NEW YORK-A federal judge ruled late Wednesday in favour of President Donald Trump and the White House over the control of the national financial watchdog agency, the Consumer Financial Protection Bureau. In that first ruling last month, Kelly, a Trump appointee who took the bench past year, expressed skepticism about whether English would prevail in her case. That request had been made by Leandra English, who was appointed acting head of the Bureau by former CFPB Director Richard Cordray after he announced his retirement in November 2017.

Kelly denied English's request for a preliminary injunction that would undo Mulvaney's appointment and block Trump from appointing anyone else. Other structural features meant to protect that independence - such as the fact that the CFPB receives funding through the Federal Reserve instead of Congress, and the limits on the president's ability to remove the director - remained in place, the judge wrote, and Mulvaney's appointment was by definition temporary. But he had previously indicated English would appeal, saying that "I think everyone understands this court is not the final stop, this judge does not have the final word on what happens in this controversy". English emailed staff with directives, while Mulvaney showed up with an armful of donuts and an urgent memo.
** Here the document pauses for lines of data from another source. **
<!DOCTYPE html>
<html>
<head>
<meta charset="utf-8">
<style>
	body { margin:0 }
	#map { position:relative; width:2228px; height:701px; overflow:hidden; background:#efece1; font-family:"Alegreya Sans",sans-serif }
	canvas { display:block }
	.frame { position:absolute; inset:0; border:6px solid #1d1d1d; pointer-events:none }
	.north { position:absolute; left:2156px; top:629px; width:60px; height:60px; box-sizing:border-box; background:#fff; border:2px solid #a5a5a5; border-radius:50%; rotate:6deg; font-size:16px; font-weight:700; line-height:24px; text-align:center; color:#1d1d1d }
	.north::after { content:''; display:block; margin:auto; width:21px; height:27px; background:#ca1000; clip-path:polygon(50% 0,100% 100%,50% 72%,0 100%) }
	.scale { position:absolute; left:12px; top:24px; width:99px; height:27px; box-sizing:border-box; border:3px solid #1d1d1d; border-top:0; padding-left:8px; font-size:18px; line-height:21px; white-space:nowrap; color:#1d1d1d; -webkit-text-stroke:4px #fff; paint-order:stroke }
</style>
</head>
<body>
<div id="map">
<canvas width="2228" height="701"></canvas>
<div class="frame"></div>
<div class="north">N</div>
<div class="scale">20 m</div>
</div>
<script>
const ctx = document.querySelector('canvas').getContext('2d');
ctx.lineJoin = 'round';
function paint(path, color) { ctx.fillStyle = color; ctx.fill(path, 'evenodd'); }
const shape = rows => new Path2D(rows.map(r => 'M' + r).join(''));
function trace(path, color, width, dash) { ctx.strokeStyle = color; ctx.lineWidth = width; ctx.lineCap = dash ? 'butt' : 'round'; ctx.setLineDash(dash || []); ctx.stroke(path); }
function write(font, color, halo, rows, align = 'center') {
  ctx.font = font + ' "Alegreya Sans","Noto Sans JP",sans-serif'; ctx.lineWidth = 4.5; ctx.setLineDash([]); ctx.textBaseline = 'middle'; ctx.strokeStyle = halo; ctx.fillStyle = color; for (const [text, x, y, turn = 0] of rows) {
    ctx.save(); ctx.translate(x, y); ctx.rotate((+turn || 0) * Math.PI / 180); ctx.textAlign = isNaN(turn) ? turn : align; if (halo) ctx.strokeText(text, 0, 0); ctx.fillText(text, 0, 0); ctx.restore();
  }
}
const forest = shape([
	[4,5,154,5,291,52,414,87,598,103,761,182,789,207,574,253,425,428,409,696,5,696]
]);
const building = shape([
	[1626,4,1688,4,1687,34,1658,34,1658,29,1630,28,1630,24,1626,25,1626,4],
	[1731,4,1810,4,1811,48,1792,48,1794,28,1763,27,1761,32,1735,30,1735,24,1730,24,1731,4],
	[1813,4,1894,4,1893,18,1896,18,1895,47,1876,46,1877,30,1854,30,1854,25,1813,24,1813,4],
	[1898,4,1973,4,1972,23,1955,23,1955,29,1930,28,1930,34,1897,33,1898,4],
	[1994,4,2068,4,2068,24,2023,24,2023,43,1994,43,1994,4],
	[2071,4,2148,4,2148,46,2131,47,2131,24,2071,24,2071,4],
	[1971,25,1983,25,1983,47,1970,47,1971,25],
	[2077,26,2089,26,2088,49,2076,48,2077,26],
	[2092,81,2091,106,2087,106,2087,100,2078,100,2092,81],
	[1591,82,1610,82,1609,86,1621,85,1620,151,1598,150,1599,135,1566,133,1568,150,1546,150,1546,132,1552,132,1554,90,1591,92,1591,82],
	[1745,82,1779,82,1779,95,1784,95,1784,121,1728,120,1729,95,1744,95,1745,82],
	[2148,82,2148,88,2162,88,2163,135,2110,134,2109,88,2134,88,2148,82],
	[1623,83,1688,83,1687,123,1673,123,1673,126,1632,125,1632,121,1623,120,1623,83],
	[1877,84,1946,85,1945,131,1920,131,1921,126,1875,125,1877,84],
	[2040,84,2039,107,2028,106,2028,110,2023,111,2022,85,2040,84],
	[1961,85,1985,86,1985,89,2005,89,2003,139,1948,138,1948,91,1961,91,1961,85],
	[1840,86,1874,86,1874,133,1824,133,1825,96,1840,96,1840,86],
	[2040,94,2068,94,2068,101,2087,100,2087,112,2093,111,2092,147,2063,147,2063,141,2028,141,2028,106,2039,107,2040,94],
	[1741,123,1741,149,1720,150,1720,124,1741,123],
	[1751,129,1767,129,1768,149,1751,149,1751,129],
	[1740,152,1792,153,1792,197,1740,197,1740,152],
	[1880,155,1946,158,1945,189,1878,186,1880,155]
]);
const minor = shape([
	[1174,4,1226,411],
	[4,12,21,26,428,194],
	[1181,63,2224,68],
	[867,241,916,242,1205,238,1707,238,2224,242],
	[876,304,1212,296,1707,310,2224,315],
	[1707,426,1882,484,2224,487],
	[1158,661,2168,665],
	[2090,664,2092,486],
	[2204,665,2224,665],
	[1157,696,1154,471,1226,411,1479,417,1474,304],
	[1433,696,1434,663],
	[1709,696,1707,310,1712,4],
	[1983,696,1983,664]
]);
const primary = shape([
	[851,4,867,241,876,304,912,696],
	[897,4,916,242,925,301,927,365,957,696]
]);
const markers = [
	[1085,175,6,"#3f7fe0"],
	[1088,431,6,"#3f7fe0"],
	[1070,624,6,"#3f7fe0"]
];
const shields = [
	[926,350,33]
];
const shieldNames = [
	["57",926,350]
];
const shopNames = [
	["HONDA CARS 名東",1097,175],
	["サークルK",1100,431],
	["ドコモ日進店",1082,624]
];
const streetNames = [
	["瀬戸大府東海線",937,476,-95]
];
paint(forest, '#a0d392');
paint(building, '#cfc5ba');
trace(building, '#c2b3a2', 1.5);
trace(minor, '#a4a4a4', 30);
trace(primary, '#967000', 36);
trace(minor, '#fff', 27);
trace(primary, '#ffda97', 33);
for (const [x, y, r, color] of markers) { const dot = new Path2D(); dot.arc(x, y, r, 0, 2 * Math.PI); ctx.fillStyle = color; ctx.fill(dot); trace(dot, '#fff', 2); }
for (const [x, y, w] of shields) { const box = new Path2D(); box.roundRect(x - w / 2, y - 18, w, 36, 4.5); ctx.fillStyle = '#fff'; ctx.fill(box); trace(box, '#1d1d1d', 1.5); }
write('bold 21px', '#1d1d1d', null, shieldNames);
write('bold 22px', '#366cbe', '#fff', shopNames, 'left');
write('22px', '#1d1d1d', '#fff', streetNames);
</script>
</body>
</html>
Mulvaney has vowed to move the CFPB away from its agenda under Democratic President Barack Obama.

"There is an urgent public need for clarity", wrote Deepak Gupta, English's attorney, in the filing. English then filed the motion for a preliminary injunction to block Mulvaney's appointment, and Kelly heard arguments on December 22.
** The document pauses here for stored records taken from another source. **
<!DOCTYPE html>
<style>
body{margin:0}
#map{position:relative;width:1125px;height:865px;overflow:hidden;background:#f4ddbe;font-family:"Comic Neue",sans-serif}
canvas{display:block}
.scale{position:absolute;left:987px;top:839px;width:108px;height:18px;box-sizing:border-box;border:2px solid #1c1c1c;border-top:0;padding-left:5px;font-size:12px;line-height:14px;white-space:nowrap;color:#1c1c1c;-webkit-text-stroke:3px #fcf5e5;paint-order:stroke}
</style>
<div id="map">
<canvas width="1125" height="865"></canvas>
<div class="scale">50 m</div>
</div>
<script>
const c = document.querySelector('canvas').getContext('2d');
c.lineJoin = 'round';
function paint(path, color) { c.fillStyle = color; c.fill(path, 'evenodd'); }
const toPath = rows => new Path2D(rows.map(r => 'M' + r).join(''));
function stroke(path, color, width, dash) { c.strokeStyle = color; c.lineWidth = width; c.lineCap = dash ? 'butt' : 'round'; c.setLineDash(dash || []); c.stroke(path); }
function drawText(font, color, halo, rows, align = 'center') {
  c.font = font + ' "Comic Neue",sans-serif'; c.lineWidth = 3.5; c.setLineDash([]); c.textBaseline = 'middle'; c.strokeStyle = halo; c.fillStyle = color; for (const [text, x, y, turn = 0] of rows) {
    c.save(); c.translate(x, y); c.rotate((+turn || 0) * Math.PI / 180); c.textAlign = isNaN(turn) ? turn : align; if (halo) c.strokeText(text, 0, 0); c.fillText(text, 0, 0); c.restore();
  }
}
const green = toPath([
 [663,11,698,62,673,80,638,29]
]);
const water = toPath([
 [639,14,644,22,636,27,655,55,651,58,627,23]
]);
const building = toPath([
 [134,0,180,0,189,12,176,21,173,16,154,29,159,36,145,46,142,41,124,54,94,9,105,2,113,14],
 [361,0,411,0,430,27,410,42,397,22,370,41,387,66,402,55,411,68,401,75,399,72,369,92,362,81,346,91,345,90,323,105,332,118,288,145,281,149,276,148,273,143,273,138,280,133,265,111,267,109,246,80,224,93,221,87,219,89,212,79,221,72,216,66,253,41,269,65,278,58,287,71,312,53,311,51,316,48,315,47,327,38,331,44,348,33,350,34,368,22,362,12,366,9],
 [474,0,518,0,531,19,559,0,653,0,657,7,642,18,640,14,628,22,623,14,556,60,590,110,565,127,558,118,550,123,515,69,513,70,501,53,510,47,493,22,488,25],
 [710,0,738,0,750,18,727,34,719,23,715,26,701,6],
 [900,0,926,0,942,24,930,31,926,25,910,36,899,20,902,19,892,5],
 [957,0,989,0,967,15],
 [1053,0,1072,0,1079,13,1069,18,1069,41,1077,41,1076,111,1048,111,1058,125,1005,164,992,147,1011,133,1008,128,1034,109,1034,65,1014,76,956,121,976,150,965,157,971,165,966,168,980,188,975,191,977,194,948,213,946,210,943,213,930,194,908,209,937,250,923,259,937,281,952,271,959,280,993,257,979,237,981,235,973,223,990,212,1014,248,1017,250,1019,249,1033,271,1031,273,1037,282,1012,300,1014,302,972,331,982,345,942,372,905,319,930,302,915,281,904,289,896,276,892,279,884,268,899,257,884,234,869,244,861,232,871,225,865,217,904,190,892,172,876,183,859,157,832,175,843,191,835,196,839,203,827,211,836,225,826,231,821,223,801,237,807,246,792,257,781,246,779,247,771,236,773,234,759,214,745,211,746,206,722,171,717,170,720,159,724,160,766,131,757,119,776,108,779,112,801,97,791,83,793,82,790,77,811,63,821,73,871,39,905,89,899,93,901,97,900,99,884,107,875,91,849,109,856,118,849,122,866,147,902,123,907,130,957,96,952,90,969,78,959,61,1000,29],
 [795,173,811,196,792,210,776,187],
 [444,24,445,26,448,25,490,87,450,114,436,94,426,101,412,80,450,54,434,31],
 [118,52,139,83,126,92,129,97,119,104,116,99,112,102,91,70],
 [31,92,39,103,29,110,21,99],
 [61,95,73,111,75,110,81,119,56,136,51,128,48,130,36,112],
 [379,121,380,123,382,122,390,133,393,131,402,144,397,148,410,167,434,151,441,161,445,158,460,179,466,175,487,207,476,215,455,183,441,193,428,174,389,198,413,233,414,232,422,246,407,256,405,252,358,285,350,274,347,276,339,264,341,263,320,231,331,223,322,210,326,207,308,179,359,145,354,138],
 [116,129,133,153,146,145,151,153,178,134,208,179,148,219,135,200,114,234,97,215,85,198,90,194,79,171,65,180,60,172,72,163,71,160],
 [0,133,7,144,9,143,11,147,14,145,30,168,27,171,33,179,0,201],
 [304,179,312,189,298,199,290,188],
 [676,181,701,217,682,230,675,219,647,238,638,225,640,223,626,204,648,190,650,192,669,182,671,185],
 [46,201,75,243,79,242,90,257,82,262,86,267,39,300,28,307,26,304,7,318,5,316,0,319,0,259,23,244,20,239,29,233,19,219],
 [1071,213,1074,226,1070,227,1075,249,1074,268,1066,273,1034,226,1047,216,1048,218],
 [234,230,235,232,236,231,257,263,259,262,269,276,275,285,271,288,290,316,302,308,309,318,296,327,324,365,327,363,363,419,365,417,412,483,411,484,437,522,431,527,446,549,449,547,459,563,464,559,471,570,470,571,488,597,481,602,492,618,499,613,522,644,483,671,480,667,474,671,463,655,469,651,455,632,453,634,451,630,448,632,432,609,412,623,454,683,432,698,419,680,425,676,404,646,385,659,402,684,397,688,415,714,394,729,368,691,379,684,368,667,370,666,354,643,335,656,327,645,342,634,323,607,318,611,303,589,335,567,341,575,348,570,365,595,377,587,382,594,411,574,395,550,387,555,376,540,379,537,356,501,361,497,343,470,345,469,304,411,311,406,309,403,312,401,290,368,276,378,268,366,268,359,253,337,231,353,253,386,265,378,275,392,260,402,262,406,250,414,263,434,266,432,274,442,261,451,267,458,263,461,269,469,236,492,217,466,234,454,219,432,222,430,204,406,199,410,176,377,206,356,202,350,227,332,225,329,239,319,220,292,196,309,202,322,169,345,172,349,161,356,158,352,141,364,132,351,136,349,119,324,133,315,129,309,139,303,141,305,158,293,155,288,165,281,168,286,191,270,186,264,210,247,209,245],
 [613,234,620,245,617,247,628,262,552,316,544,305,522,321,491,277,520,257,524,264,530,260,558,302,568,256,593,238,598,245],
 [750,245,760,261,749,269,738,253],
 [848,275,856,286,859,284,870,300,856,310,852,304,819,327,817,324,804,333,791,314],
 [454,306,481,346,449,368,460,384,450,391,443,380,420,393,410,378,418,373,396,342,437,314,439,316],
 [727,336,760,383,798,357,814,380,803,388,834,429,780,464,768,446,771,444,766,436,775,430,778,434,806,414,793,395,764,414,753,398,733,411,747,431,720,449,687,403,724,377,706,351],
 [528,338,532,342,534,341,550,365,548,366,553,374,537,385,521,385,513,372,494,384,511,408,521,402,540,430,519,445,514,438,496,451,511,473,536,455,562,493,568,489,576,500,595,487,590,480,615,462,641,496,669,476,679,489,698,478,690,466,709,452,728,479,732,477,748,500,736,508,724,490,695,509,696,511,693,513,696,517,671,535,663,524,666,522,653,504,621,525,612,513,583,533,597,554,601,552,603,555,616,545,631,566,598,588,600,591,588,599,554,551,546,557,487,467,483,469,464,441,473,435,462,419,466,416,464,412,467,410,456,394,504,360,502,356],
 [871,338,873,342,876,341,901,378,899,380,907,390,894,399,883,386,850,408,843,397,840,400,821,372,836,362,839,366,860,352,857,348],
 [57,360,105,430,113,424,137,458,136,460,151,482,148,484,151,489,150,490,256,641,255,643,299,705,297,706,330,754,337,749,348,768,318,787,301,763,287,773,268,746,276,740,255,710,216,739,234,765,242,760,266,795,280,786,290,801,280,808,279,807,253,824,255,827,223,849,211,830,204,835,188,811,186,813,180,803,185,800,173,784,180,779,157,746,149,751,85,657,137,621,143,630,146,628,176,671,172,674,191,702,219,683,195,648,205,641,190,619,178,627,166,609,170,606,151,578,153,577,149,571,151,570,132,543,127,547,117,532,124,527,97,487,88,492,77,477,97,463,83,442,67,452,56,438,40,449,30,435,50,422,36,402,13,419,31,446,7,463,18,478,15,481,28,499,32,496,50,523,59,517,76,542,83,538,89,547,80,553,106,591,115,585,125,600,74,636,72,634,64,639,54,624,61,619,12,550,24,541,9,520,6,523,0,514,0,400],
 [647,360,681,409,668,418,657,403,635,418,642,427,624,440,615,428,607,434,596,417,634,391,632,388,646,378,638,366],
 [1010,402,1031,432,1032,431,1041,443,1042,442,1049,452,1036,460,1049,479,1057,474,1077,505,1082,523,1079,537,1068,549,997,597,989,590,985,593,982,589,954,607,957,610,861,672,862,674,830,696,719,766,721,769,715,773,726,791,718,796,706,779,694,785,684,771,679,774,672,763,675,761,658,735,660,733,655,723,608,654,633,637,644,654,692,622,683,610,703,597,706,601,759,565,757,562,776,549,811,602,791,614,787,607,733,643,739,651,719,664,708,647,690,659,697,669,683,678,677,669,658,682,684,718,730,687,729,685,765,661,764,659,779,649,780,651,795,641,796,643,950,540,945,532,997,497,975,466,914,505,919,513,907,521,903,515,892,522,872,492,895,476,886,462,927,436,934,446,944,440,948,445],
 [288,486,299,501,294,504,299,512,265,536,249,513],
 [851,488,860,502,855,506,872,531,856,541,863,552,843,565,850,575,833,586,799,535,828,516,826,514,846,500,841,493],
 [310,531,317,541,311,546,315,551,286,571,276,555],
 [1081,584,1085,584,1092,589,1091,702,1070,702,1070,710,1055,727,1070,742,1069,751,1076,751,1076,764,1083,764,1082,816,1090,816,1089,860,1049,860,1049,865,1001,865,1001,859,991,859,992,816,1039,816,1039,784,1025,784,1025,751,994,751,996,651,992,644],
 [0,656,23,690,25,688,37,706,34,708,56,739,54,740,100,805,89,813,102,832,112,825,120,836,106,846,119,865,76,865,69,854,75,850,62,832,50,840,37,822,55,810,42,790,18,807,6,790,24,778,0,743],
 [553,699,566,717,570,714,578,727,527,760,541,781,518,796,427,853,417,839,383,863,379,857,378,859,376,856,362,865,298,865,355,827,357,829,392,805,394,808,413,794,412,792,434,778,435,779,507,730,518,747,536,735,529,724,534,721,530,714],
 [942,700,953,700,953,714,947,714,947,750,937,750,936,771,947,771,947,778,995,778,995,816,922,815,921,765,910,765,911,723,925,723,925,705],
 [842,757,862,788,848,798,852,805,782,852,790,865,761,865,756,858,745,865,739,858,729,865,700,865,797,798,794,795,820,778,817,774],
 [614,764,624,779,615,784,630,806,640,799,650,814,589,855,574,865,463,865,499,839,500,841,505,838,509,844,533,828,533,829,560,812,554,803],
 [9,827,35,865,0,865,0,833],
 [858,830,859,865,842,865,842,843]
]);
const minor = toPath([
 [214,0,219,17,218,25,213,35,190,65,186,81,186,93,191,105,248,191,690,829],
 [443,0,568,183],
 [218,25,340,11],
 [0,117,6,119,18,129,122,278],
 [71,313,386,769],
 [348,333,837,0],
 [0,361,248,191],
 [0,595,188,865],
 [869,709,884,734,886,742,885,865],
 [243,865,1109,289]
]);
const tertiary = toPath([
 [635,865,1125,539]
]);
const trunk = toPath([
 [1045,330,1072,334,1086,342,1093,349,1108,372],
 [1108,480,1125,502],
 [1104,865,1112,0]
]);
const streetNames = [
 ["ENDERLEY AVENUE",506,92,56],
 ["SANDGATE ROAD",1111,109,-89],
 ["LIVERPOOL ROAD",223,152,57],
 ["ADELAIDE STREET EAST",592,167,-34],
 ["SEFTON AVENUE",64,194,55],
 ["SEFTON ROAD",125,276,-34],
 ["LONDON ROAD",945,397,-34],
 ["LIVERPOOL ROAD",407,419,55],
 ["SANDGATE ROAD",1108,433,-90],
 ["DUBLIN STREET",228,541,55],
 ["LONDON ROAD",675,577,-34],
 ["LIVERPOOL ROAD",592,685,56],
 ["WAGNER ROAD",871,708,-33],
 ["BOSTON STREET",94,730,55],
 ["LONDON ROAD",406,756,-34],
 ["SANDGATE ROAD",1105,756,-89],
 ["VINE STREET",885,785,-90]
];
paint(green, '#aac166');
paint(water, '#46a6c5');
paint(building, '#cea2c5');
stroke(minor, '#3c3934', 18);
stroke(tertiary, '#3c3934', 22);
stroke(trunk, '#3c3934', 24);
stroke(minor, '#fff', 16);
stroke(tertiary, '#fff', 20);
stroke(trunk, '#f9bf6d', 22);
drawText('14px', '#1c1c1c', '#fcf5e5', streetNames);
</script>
Gupta said he and English were disappointed in the decision, which hinged on which of two federal laws governed succession at the bureau.

Ryan Giggs interviewed for Wales job
However, doubts remain over whether he would want to work with Coleman's former assistant Roberts, who previously gave his support to Giggs.

Kelly noted in his decision that both sides urged a quick resolution to the uncertainty about the bureau's leadership and said removing Mulvaney would not accomplish that.

Trump has yet to name a permanent CFPB director, and Mulvaney has said he expects to be in the interim role for up to seven months. "Clearly the White House is in the lead here because they won in the lower court but that could change very quickly on appeal".

Department of Justice spokeswoman Lauren Ehrsam told Law360, "We are pleased the court vindicated the President's authority to appoint Mick Mulvaney as Acting Director of CFPB, finding that Ms".

Kate Berry covers the Consumer Financial Protection Bureau for American Banker.